La clôture de l’instruction a été prononcée à l’issue de l’audience.
Considérant ce qui suit :
1. La préfète de l’Ardèche demande au juge des référés de suspendre l’exécution de l’arrêté du 16 octobre 2024 par lequel le maire de Vallon-Pont-d’Arc a délivré à la SCI Minys un permis de construire portant sur la construction de trois bâtiments comprenant trente-six logements.
2. Aux termes de l’article L. 554-1 du code de justice administrative : « Les demandes de suspension assortissant les requêtes du représentant de l’Etat dirigées contre les actes des communes sont régies par le 3e alinéa de l’article L. 2131-6 du code général des collectivités territoriales ci-après reproduit : » Article L. 2131-6, alinéa 3.-: Le représentant de l’Etat peut assortir son recours d’une demande de suspension. Il est fait droit à cette demande si l’un des moyens invoqués paraît, en l’état de l’instruction, propre à créer un doute sérieux quant à la légalité de l’acte attaqué () « . ».
3. Aux termes de l’article L. 153-11 du code de l’urbanisme : « L’autorité compétente peut décider de surseoir à statuer, dans les conditions et délai prévus à l’article L. 424-1, sur les demandes d’autorisation concernant des constructions, installations ou opérations qui seraient de nature à compromettre ou à rendre plus onéreuse l’exécution du futur plan dès lors qu’a eu lieu le débat sur les orientations générales du projet d’aménagement et de développement durable. » Il résulte de ces dispositions que le maire d’une commune dont le plan local d’urbanisme est en cours de révision peut opposer à une demande d’autorisation d’urbanisme une décision de sursis à statuer dès lors qu’a eu lieu le débat sur les orientations générales du projet d’aménagement et de développement durables et que celles-ci traduisent un état suffisamment avancé du futur plan local d’urbanisme pour apprécier si une construction serait de nature à compromettre ou rendre plus onéreuse l’exécution de ce plan.
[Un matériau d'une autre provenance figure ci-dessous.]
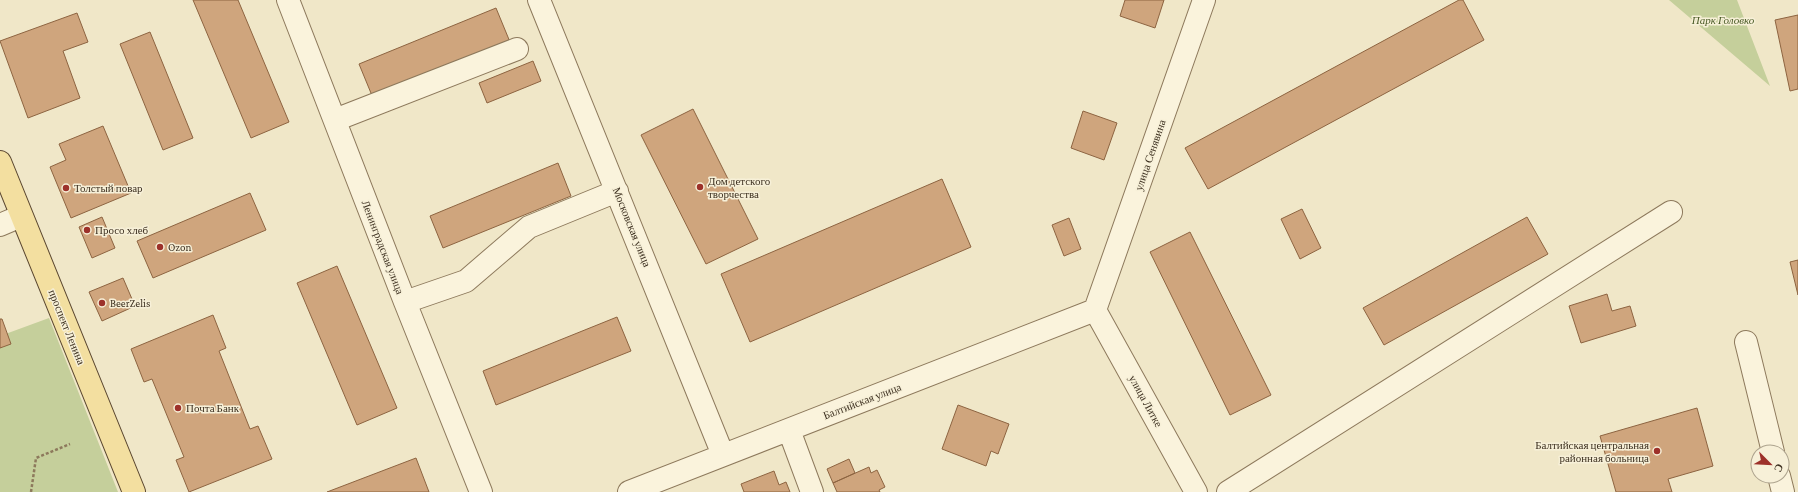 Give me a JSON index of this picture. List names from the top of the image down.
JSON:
{
  "streets": {
    "main road": ["проспект Ленина"],
    "street": [
      "улица Сенявина",
      "Московская улица",
      "Ленинградская улица",
      "Балтийская улица",
      "улица Литке"
    ]
  },
  "crossings": [
    ["улица Сенявина", "Балтийская улица"],
    ["улица Сенявина", "улица Литке"],
    ["Московская улица", "Балтийская улица"],
    ["Балтийская улица", "улица Литке"]
  ],
  "parks": ["Парк Головко"],
  "places": [
    "Дом детского творчества",
    "Толстый повар",
    "Просо хлеб",
    "Ozon",
    "BeerZelis",
    "Почта Банк",
    "Балтийская центральная районная больница"
  ],
  "north": "bottom right"
} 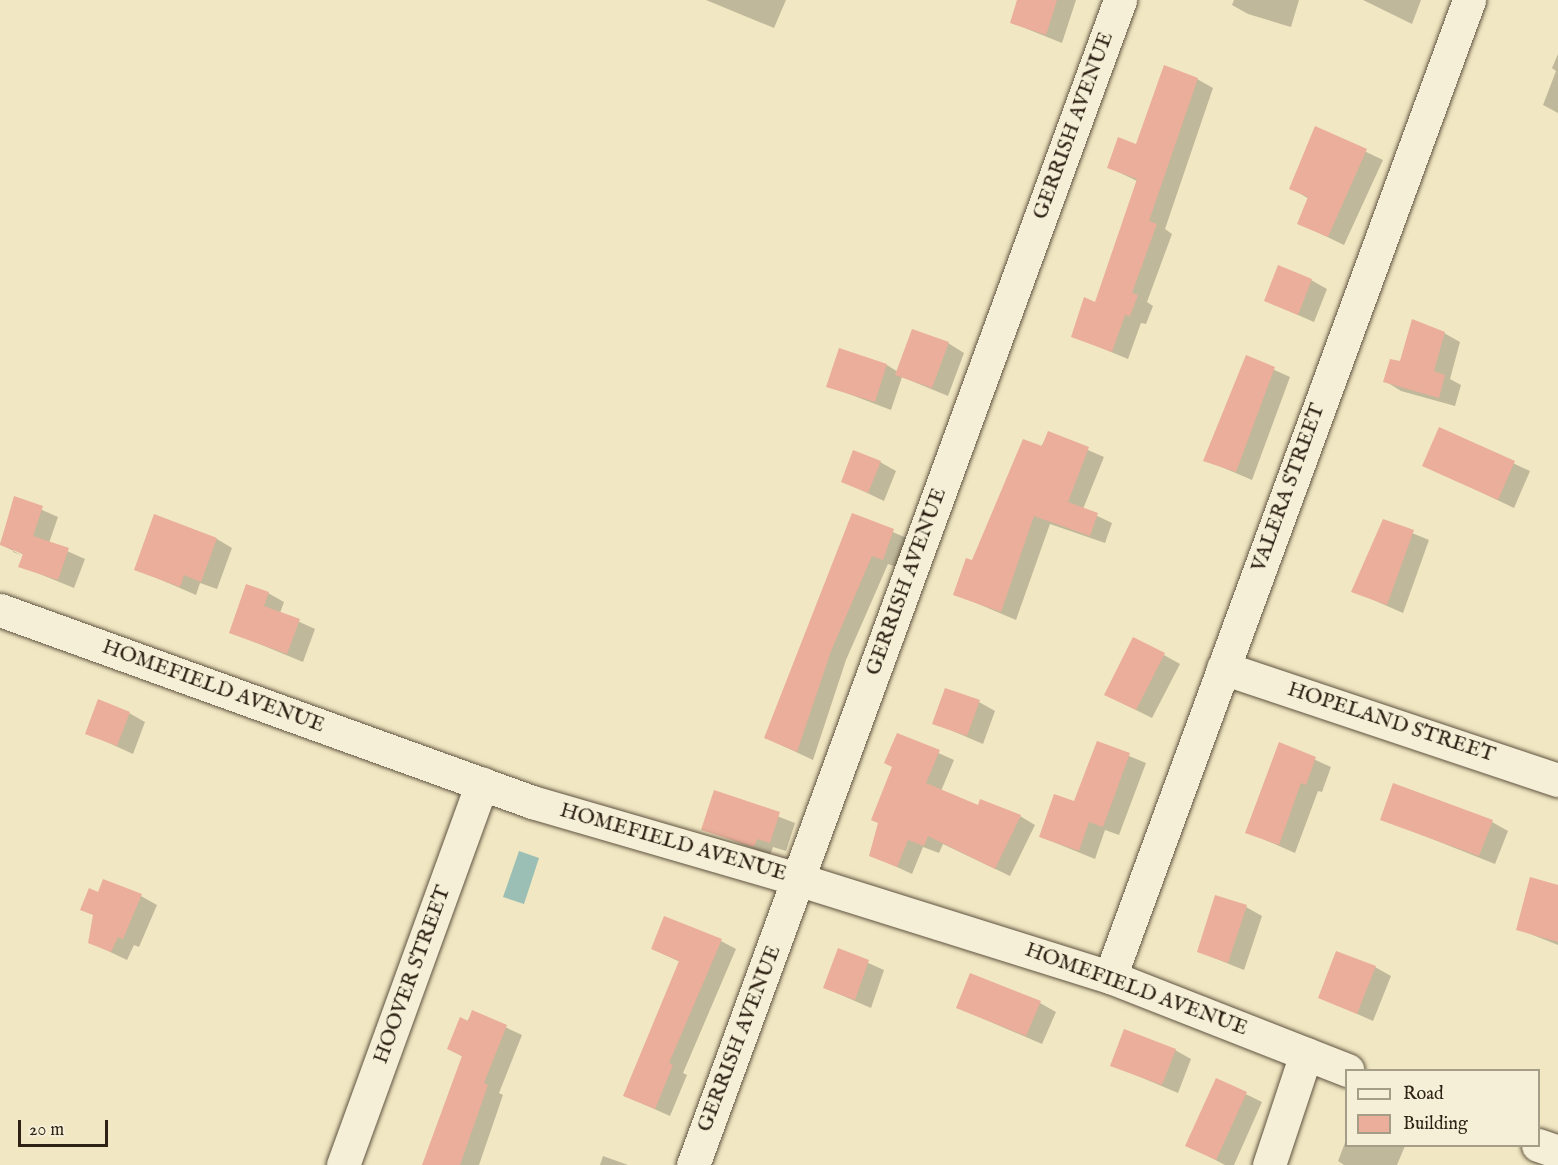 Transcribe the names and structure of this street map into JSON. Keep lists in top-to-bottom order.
{
  "streets": {
    "street": [
      "GERRISH AVENUE",
      "VALERA STREET",
      "HOMEFIELD AVENUE",
      "HOPELAND STREET",
      "HOOVER STREET"
    ]
  },
  "crossings": [
    ["GERRISH AVENUE", "HOMEFIELD AVENUE"],
    ["VALERA STREET", "HOMEFIELD AVENUE"],
    ["VALERA STREET", "HOPELAND STREET"],
    ["HOMEFIELD AVENUE", "HOOVER STREET"]
  ],
  "legend": ["Road", "Building"],
  "scale_bar": "20 m"
}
4. En l’état de l’instruction, l’unique moyen soulevé par la préfète de l’Ardèche apparaît propre à créer un doute sérieux sur la légalité de l’arrêté en litige. Par suite, la demande de suspension présentée par la préfète de l’Ardèche doit être accueillie.
5. Les dispositions de l’article L. 761-1 du code de justice administrative font obstacle à ce qu’il soit fait droit aux conclusions que présente sur leur fondement la commune de Vallon-Pont-d’Arc, partie perdante.
ORDONNE :
Article 1er : L’exécution de l’arrêté du 16 octobre 2024 par lequel le maire de Vallon-Pont-d’Arc a délivré à la SCI Minys un permis de construire portant sur la construction de trois bâtiments comprenant trente-six logement est suspendue jusqu’à ce qu’il soit statué au fond sur la requête tendant à son annulation.
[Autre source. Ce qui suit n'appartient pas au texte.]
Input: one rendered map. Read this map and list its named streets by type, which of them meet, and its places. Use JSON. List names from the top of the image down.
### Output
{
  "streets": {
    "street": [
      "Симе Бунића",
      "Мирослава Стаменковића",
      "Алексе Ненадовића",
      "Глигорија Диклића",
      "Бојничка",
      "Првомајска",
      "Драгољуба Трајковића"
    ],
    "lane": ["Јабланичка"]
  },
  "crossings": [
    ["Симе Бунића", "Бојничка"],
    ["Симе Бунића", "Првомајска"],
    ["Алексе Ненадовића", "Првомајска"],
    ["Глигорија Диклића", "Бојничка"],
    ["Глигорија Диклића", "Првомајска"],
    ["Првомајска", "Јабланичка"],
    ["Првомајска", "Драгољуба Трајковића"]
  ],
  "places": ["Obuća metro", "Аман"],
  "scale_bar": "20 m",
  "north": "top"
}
Article 2 : Les conclusions présentées par la commune de Vallon-Pont-d’Arc au titre de l’article L. 761-1 du code de justice administrative sont rejetées.
Article 3 : La présente ordonnance sera notifiée à la préfète de l’Ardèche, à la commune de Vallon-Pont-d’Arc et à la SCI Minys.
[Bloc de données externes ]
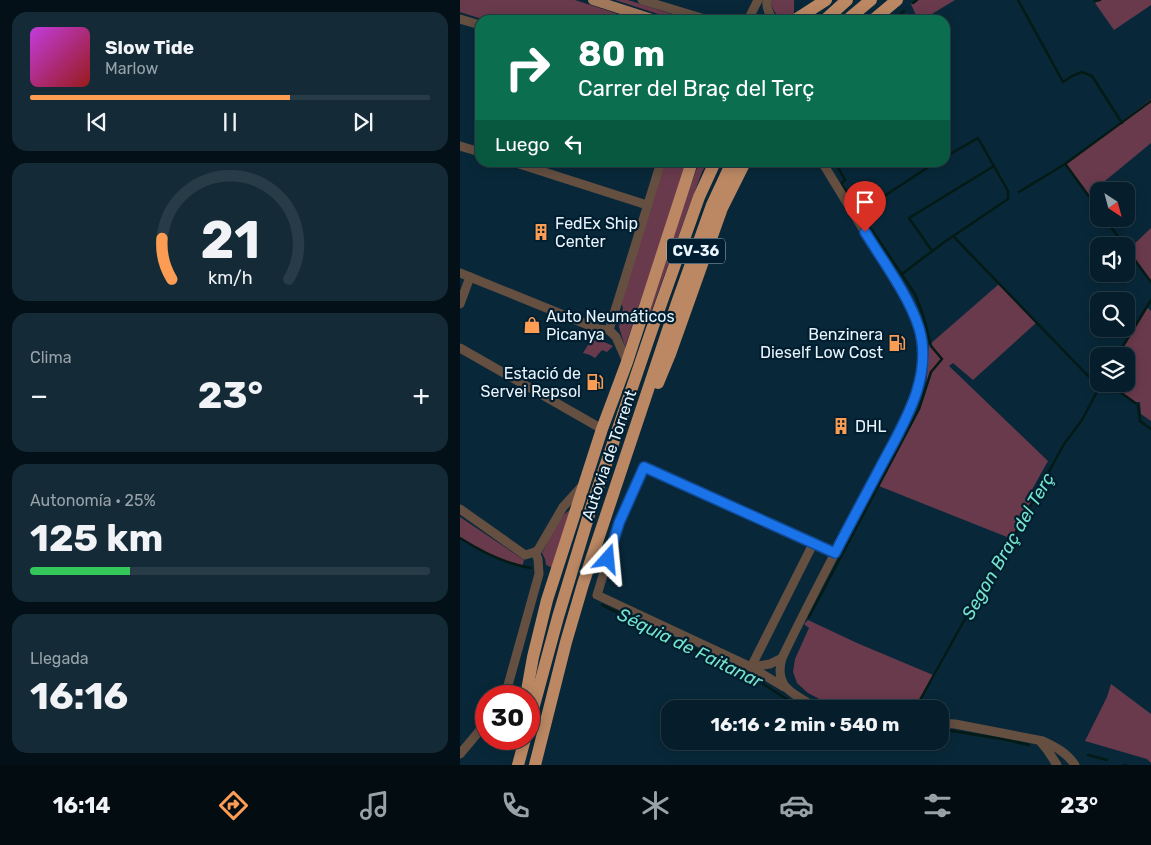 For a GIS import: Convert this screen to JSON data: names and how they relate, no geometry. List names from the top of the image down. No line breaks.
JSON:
{"streets":{"highway":["CV-36","Autovia de Torrent"]},"water":["Segon Braç del Terç","Séquia de Faitanar"],"places":{"building":["FedEx Ship Center","DHL"],"shop":["Auto Neumáticos Picanya"],"fuel station":["Benzinera Dieself Low Cost","Estació de Servei Repsol"]},"north":"bottom right","page":{"turn":["80 m","Carrer del Braç del Terç"],"song":["Slow Tide","Marlow"],"then":"Luego","tile":["Clima",["Autonomía · 25%","125 km"],["Llegada","16:16"]],"heat":["−","23°","+"],"limit":"30","trip":"16:16 · 2 min · 540 m","tabs":["16:14","23°"],"gauge":["21","km/h"]}}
Fait à Lyon, le 25 avril 2025.
Le juge des référés,
T. Besse
La greffière,
A. Senoussi La République mande et ordonne à la préfète de l’Ardèche en ce qui la concerne ou à tous commissaires de justice à ce requis en ce qui concerne les voies de droit commun contre les parties privées, de pourvoir à l’exécution de la présente décision.